* REQUIRED ACTION *
What lines below include the string "list"? Pick them out and copy them.
### SUPPLIED INFORMATION
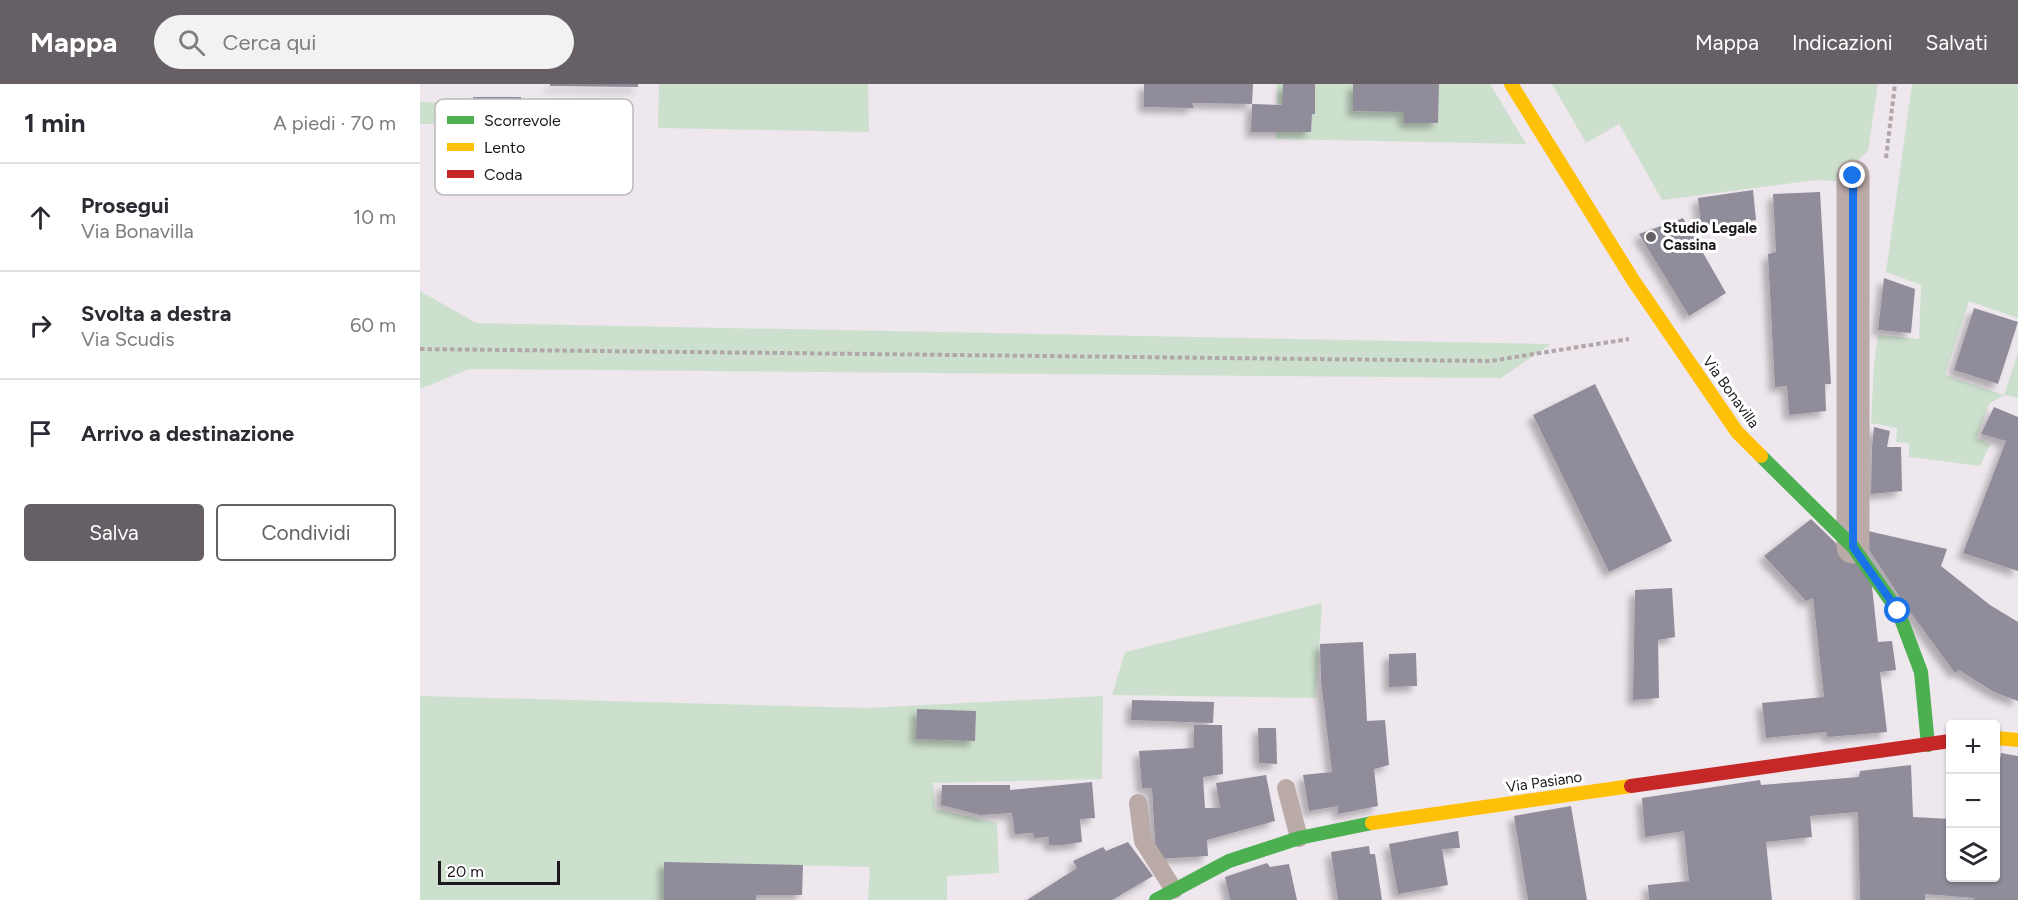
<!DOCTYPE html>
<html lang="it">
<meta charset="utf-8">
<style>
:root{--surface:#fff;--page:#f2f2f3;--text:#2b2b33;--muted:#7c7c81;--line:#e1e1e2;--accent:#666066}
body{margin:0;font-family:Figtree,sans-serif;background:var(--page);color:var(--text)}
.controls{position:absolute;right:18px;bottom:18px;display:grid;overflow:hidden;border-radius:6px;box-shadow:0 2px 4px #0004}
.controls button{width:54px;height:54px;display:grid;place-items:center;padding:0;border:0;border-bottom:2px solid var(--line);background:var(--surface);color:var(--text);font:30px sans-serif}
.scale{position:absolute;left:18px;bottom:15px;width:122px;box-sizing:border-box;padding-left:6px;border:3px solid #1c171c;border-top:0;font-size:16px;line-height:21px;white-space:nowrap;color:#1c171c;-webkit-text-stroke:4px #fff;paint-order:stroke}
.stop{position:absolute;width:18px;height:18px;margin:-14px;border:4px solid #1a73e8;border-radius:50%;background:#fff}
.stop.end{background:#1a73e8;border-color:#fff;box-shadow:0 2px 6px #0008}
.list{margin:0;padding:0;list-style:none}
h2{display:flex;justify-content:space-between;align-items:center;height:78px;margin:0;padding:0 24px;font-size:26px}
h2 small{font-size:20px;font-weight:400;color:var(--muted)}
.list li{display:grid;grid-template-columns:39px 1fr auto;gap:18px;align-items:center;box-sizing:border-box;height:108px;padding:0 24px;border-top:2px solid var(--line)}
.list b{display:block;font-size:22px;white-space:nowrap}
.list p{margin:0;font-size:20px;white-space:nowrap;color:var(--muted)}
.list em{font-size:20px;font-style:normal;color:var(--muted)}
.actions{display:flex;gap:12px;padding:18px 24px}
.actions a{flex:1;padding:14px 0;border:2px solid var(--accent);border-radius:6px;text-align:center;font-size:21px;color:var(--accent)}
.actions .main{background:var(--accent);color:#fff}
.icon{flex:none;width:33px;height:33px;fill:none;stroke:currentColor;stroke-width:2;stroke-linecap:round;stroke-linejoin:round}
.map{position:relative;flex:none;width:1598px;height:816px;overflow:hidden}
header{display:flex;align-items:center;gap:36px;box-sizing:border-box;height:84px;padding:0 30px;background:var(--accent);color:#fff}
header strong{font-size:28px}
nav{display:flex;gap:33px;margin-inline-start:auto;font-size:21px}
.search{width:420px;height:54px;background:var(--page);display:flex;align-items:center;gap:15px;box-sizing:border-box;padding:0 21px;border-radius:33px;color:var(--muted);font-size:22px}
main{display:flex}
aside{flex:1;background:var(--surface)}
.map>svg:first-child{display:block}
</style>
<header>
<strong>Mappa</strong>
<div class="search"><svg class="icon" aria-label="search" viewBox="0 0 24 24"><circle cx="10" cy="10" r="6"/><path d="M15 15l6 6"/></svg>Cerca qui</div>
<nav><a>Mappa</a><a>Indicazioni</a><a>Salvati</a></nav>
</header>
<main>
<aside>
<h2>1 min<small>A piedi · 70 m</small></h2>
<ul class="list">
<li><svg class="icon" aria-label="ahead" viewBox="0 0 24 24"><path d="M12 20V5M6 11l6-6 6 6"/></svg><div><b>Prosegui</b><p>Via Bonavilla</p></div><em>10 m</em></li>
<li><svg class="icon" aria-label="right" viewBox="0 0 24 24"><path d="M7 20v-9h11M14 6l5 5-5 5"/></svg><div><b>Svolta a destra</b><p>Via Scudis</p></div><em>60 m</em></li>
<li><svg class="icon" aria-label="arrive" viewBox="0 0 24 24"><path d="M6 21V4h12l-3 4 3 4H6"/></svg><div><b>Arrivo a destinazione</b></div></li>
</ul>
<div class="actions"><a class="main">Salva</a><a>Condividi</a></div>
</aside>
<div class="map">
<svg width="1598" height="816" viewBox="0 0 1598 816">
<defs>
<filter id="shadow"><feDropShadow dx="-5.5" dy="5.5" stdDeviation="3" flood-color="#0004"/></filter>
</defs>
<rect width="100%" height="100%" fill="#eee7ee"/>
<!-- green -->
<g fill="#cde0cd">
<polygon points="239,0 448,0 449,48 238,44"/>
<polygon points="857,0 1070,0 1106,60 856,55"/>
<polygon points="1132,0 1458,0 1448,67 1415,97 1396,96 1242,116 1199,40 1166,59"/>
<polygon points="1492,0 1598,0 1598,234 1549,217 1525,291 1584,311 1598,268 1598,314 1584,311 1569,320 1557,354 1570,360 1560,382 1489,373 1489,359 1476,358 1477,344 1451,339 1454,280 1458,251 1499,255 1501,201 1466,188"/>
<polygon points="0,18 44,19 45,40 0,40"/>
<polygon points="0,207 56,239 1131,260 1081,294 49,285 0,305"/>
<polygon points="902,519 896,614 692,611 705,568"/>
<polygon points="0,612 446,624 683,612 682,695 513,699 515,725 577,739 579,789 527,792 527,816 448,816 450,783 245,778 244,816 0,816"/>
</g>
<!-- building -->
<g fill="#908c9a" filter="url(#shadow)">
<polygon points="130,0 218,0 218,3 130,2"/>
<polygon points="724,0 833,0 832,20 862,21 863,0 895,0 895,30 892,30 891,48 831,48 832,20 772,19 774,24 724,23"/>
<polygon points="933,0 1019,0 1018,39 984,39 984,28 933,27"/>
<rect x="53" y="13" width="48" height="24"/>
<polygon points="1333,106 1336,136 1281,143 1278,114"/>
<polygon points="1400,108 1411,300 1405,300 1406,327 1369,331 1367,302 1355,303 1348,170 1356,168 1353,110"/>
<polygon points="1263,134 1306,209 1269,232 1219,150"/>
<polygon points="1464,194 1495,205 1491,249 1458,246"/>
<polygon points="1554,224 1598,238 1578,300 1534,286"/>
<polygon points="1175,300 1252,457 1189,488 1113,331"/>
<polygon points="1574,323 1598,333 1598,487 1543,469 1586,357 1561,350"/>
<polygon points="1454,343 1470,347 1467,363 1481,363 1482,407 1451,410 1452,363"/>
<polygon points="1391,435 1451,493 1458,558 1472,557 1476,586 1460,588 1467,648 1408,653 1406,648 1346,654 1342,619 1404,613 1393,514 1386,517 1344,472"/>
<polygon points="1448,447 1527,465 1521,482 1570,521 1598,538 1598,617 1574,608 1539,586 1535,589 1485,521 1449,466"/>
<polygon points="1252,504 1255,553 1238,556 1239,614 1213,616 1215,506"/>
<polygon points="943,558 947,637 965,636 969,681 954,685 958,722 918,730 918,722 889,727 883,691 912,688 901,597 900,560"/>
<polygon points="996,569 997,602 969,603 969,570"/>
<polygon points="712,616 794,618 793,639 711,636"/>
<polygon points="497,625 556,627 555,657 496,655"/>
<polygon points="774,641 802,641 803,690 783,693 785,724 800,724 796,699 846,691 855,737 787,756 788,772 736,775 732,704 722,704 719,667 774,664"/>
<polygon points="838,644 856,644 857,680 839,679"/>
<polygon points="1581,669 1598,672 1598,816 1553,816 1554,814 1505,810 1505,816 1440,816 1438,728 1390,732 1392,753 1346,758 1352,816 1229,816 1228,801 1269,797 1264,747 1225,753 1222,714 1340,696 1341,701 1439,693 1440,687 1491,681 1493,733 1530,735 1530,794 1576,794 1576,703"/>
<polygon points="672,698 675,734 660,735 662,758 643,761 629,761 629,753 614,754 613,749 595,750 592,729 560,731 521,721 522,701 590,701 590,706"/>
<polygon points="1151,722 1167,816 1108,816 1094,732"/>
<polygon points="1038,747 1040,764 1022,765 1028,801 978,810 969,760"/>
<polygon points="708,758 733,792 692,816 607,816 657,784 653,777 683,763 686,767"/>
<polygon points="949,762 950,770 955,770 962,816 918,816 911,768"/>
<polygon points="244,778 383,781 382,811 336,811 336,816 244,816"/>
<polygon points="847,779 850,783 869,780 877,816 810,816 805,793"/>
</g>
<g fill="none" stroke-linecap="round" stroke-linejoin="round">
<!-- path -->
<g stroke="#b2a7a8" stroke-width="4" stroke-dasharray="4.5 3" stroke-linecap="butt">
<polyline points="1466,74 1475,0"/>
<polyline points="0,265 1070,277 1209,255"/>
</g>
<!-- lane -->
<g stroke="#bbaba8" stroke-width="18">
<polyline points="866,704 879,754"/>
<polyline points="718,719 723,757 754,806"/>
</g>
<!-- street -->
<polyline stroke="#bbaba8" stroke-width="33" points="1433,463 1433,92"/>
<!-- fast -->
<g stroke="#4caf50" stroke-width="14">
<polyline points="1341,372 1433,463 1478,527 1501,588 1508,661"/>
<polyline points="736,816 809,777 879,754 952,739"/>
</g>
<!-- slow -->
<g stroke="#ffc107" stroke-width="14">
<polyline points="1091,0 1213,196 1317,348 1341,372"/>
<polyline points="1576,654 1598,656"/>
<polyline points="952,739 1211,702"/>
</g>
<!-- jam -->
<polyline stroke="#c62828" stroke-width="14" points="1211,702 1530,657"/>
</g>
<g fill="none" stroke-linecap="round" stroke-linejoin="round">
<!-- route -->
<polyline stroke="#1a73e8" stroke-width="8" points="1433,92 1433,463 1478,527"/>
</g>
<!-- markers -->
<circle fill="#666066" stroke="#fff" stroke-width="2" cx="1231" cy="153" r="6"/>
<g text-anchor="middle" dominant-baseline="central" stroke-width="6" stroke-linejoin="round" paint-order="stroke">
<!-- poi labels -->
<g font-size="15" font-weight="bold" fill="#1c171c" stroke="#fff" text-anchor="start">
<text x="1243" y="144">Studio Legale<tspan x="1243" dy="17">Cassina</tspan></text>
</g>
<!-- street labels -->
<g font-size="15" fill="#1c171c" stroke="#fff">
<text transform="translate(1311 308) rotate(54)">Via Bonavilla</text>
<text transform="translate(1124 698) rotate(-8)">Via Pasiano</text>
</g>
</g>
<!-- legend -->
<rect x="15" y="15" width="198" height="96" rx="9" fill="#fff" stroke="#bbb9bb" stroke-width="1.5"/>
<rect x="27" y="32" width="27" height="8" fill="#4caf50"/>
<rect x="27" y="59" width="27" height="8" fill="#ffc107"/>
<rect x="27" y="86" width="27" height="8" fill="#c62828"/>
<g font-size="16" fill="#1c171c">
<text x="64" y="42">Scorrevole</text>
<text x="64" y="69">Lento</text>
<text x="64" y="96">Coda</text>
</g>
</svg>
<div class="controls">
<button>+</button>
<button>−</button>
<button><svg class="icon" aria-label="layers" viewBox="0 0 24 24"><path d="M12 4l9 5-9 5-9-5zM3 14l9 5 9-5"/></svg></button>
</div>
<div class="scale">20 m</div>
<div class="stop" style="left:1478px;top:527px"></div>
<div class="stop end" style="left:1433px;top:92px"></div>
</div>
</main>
######
* TASK RESULT *
.list{margin:0;padding:0;list-style:none}
.list li{display:grid;grid-template-columns:39px 1fr auto;gap:18px;align-items:center;box-sizing:border-box;height:108px;padding:0 24px;border-top:2px solid var(--line)}
.list b{display:block;font-size:22px;white-space:nowrap}
.list p{margin:0;font-size:20px;white-space:nowrap;color:var(--muted)}
.list em{font-size:20px;font-style:normal;color:var(--muted)}
<ul class="list">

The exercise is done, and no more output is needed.